Task instructions: The lines wanted run from the first one below through the one with "filter:drop-shadow(2px 0 #959187)". Return them exactly.

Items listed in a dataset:
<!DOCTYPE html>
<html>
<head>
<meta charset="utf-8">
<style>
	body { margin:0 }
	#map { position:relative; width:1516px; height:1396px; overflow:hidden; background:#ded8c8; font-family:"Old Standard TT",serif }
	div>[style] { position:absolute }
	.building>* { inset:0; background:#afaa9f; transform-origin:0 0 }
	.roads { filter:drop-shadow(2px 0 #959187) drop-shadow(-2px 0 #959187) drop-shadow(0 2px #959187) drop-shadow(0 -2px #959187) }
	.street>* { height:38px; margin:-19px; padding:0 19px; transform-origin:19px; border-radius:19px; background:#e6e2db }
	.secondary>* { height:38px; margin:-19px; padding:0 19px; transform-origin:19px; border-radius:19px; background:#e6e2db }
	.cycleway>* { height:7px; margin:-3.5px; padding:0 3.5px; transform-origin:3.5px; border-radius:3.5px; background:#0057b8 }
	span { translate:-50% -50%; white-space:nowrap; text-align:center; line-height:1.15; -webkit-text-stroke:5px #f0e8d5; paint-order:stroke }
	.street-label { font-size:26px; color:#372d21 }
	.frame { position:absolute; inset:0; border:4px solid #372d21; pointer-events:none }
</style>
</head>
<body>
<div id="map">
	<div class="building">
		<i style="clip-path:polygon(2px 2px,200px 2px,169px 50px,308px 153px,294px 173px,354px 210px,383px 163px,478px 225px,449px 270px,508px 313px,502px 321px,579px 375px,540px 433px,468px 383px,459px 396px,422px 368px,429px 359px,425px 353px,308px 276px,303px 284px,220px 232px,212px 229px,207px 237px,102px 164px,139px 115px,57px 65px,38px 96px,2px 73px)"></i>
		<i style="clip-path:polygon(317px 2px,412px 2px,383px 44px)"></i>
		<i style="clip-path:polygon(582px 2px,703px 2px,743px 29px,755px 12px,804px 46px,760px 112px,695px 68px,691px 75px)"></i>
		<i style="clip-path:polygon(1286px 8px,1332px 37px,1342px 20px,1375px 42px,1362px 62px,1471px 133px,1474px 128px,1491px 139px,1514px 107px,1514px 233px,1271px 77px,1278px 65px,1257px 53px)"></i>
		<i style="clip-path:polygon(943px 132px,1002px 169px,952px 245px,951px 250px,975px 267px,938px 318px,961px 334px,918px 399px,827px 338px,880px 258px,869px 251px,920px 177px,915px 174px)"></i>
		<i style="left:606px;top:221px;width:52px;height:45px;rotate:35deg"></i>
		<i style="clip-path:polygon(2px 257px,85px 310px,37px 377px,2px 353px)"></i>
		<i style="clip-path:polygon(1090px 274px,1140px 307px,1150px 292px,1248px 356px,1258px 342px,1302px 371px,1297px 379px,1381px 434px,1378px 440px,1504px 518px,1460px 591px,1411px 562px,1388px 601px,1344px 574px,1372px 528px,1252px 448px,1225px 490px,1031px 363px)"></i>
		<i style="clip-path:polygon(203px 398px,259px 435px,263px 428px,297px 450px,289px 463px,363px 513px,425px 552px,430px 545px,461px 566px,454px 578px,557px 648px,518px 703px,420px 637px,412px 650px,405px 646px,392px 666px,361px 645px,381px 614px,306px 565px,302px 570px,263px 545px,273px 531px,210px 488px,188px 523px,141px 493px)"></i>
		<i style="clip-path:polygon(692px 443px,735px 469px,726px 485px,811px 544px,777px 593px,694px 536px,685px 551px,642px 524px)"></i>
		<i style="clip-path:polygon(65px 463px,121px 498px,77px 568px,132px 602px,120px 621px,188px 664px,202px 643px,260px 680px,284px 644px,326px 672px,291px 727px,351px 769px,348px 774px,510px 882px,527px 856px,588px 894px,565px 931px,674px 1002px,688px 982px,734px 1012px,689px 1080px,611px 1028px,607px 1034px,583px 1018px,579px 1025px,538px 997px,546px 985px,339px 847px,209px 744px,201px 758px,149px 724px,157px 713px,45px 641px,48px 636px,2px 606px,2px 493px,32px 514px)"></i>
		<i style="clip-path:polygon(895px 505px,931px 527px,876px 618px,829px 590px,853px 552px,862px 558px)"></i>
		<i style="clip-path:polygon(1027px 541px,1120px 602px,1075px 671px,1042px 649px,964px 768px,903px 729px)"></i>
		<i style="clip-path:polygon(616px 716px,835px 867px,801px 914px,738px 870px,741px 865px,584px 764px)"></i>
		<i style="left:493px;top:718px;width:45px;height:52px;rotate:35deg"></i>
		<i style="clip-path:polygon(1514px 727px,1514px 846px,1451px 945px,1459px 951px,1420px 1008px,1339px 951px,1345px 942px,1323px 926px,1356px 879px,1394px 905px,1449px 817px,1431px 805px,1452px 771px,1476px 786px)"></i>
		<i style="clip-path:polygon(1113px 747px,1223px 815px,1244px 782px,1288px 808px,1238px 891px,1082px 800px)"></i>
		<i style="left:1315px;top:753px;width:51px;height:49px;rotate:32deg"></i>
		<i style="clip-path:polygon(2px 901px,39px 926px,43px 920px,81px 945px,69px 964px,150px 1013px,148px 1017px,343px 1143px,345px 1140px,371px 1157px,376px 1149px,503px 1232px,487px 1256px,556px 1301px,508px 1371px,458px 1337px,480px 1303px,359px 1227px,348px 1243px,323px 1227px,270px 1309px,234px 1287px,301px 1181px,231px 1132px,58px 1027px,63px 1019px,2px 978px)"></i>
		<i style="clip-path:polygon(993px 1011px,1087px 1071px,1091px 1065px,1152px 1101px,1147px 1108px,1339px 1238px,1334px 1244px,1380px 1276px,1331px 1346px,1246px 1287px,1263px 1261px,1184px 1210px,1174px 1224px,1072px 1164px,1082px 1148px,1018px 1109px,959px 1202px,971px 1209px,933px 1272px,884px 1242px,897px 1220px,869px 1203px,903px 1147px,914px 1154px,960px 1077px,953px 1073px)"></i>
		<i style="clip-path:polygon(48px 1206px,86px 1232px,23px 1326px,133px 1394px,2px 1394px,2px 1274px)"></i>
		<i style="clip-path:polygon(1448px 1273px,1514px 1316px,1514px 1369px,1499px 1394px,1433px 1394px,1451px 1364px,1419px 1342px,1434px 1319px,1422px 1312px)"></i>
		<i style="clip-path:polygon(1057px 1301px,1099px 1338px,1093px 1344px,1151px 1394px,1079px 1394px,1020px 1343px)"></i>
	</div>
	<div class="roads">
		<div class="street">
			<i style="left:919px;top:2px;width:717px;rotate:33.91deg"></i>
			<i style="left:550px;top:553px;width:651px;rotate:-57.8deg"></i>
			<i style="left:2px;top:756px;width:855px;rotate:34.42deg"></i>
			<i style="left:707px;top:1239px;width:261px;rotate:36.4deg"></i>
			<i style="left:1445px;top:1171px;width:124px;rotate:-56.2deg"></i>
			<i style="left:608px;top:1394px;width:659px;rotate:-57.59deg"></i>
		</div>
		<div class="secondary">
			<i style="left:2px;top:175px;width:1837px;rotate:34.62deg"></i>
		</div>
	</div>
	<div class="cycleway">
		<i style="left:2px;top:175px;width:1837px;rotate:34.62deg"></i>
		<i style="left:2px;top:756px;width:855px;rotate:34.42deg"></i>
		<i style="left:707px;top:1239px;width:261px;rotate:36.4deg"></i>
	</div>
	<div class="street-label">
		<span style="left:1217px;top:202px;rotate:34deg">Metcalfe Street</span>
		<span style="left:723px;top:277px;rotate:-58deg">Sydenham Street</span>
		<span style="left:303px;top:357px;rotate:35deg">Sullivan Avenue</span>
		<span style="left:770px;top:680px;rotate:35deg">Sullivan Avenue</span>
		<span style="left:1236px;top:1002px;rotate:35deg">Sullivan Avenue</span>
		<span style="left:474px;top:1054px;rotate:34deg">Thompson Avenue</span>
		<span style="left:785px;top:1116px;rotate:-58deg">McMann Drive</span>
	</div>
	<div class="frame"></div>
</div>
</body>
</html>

The completed task:
<!DOCTYPE html>
<html>
<head>
<meta charset="utf-8">
<style>
	body { margin:0 }
	#map { position:relative; width:1516px; height:1396px; overflow:hidden; background:#ded8c8; font-family:"Old Standard TT",serif }
	div>[style] { position:absolute }
	.building>* { inset:0; background:#afaa9f; transform-origin:0 0 }
	.roads { filter:drop-shadow(2px 0 #959187) drop-shadow(-2px 0 #959187) drop-shadow(0 2px #959187) drop-shadow(0 -2px #959187) }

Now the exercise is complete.